New film by Eyes on Animals showing how spent hens are caught in Europe

December 10, 2021

Eyes on Animals has been documenting how spent laying hens are caught and loaded in Europe.

This is just some of the footage and it is not even the worst. Spent hens raised on large farms are caught like this around the world and sadly even European officials and Member States have been tolerating it, despite it clearly being in violation of EU legislation. EU legislation states that no person shall cause animals to be transported in a way likely to cause injury or undue suffering to them and the means of transport, containers and their fittings shall be designed, constructed, maintained and operated so as to avoid injury and suffering.

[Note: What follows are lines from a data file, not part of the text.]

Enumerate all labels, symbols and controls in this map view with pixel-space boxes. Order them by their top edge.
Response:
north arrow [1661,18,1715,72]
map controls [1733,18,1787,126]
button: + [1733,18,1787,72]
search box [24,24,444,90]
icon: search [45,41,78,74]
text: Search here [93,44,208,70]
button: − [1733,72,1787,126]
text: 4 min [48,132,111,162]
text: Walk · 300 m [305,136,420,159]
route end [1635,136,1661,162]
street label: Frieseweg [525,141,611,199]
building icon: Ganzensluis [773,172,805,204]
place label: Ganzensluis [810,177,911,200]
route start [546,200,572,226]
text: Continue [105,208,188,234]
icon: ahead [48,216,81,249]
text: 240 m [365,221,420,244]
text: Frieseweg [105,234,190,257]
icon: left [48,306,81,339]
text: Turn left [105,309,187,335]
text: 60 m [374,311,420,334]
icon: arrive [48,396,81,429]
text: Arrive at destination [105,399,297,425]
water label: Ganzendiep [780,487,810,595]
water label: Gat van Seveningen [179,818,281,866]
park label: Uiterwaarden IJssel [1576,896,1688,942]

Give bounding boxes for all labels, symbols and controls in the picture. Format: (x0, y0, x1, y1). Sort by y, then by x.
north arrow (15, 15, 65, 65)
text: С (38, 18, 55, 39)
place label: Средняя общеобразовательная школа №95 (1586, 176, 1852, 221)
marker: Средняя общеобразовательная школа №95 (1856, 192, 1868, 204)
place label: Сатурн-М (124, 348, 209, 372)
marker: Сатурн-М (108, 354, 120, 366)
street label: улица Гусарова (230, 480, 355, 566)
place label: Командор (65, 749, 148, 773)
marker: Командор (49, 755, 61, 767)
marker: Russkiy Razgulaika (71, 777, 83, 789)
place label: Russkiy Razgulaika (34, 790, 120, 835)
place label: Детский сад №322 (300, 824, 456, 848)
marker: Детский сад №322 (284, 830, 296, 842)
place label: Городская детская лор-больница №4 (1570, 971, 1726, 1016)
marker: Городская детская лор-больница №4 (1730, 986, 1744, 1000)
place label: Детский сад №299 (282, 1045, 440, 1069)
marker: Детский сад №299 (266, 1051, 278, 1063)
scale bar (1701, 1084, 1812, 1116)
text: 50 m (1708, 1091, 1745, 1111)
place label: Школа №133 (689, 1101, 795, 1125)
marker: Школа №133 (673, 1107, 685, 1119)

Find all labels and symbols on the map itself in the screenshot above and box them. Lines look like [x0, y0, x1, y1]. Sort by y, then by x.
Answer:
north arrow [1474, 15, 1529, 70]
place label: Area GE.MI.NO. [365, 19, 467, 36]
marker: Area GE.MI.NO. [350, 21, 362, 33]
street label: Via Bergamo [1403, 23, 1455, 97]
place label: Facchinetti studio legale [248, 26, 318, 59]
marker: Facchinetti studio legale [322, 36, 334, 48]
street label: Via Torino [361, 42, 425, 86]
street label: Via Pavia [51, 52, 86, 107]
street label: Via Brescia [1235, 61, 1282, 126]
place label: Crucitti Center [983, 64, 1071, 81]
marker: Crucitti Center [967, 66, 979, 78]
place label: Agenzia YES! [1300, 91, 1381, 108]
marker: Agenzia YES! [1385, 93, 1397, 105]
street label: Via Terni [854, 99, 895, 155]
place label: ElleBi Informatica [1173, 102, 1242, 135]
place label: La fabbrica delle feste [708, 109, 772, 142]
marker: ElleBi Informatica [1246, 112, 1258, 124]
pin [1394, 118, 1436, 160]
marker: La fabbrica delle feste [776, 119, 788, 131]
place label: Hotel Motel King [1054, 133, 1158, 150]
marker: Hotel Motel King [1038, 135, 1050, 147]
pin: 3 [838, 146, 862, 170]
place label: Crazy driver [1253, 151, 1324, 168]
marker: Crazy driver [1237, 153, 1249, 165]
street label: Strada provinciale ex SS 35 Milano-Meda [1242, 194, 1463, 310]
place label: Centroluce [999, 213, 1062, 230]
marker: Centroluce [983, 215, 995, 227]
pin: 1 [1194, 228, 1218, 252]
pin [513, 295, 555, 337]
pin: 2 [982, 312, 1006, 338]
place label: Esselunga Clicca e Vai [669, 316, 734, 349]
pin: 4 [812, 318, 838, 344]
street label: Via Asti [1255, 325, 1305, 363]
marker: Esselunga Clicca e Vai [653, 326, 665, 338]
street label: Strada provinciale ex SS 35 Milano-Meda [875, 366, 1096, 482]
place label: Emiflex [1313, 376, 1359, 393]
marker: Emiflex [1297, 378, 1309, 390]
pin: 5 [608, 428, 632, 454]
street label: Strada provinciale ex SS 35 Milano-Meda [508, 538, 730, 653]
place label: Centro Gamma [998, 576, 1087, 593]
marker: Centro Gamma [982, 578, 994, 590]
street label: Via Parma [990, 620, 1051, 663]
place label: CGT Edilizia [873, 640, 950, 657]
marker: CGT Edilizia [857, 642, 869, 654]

It is clear from the footage that unnecessary suffering is occurring and the drawer system especially is not designed for spent hens but for broilers, causing all sorts of welfare problems when hens are loaded in them. We are trying to put an end to this rough and rushed handling of laying hens. Together with a few welfare-friendly egg producers and supermarkets, we are slowly changing the way hens are being caught, phasing out the conventional method of grabbing birds by their legs and stuffing them 5 at a time into crates by more slow and careful handling methods. Please, be a wise consumer and ask your supermarket how the hens producing the eggs that they sell are being caught. Suggest they get in touch with us, and tell them about our training courses for catchers. For more information you can contact info@eyesonanimals.com. Should you be an egg producer yourself, and want to change, please contact us and we will try to help you.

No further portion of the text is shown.